Just a year after wealthier European governments rescued Athens from default with $157 billion in loans, Greece is slipping into crisis again.
Officials are floating euphemistic phrases like “voluntary restructuring,” but make no mistake: The painful concessions Greece would probably require from creditors amount to a default. If that happens, the broader European economy will be on its knees, its credibility shattered. So what should Greece do?
The only real solutions are for Greece and other low-income countries to abandon the euro and for Europe as a whole to rethink its welfare state.
Cutting government stimulus or raising taxes further is not viable. Either would slow growth, and growth is already too anemic in Greece and other troubled European countries to support pensions and other social benefits.
The dangers of excessive coddling
In a modern market economy, only ideologues do not acknowledge the necessity for balance between welfare – aid for the truly needy and aged – and efficiency – incentives to work and invest productively. Excessive coddling and taxation discourage people from fully productive lives, innovation, and building wealth.
Multiyear unemployment and huge severance benefits, guaranteed healthcare for able-bodied citizens who refuse to work, and other features of Europe’s sympathetic face of capitalism surely cross those lines. However, like an alcoholic that must quit the bottle, Europeans have avoided genuine cures for decades and instead embraced bogus elixirs to rekindle growth.
The 1992 Maastricht Treaty, which considerably harmonized product and safety standards and methods of taxation across the continent, was supposed to remove untold barriers to growth.
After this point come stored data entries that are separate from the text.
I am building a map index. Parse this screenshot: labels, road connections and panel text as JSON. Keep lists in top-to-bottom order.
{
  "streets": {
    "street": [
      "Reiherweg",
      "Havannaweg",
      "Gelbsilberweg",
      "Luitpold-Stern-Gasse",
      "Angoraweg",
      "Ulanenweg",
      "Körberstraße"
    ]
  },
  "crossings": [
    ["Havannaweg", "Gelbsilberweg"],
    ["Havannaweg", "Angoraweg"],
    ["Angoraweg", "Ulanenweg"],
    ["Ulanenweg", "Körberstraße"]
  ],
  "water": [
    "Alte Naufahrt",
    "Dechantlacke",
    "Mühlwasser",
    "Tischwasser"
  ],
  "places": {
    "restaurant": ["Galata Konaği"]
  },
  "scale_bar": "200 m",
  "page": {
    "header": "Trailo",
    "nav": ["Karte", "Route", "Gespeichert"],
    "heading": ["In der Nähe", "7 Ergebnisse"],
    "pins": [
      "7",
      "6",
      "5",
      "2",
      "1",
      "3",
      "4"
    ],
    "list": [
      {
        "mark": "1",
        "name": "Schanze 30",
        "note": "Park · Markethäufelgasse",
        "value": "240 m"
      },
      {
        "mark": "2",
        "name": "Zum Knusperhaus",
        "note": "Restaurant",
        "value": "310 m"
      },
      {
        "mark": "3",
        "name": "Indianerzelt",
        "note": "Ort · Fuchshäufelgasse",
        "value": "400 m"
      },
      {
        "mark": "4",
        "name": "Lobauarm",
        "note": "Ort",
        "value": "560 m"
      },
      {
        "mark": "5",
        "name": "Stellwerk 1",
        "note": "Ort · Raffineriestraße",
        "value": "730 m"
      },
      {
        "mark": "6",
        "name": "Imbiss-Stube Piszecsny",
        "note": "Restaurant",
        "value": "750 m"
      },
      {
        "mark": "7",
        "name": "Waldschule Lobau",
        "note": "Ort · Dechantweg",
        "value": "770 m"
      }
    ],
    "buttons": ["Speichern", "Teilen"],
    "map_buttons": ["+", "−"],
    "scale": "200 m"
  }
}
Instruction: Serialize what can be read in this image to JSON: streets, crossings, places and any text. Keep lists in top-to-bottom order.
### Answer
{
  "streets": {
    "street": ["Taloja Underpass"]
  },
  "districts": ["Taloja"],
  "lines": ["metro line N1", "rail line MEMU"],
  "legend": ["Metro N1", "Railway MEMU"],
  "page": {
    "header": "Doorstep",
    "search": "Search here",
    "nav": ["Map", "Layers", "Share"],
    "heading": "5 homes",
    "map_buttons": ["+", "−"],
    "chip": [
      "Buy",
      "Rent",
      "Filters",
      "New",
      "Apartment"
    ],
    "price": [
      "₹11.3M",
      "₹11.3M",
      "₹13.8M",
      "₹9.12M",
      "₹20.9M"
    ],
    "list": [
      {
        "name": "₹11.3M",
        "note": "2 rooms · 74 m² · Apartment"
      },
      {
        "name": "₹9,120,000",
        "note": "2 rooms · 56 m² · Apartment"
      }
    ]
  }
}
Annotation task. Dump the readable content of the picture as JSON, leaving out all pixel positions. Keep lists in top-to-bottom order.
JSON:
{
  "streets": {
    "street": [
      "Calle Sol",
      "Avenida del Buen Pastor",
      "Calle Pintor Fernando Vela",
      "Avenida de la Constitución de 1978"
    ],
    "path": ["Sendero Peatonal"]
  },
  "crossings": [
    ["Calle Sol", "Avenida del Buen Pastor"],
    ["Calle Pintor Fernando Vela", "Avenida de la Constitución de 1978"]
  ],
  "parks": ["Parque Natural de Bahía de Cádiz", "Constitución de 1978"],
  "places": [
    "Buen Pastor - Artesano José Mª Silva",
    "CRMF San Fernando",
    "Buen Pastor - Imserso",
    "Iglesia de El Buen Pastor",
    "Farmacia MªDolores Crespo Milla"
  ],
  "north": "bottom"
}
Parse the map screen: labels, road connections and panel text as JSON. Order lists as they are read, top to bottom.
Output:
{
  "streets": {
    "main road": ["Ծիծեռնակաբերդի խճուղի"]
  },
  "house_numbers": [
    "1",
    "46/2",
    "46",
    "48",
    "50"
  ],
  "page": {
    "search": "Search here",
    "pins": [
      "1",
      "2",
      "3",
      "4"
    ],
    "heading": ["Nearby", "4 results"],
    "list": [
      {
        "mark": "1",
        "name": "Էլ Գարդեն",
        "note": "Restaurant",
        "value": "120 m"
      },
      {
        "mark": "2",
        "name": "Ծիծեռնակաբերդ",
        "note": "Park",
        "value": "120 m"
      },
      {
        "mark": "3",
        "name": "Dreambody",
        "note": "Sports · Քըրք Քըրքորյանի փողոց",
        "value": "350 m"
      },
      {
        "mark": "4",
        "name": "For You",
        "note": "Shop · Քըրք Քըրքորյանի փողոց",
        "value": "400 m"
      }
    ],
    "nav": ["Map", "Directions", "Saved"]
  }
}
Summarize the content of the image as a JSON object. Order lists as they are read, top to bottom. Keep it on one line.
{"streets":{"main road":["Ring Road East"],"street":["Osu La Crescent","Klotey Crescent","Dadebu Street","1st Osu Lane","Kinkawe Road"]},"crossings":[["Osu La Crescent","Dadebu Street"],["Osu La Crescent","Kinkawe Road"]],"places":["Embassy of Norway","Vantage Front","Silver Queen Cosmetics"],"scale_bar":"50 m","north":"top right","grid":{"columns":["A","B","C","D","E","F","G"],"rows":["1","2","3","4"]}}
It didn’t, because European labor laws and social benefits still make individual ambition and investment in Europe about as sensible as my still yet unfulfilled dream to be Italy’s premier.
A bogus elixir
The single currency, the euro, introduced in 1999 to facilitate commerce across borders from Ireland to Greece, was heralded the next great elixir.
The single currency addressed a problem that didn’t truly exist and created new ones. Prior, the European Currency Unit (ECU) linked at fixed rates the national currencies of many of today’s euro zone countries. The dollar and the ECU were accepted in international commercial transactions.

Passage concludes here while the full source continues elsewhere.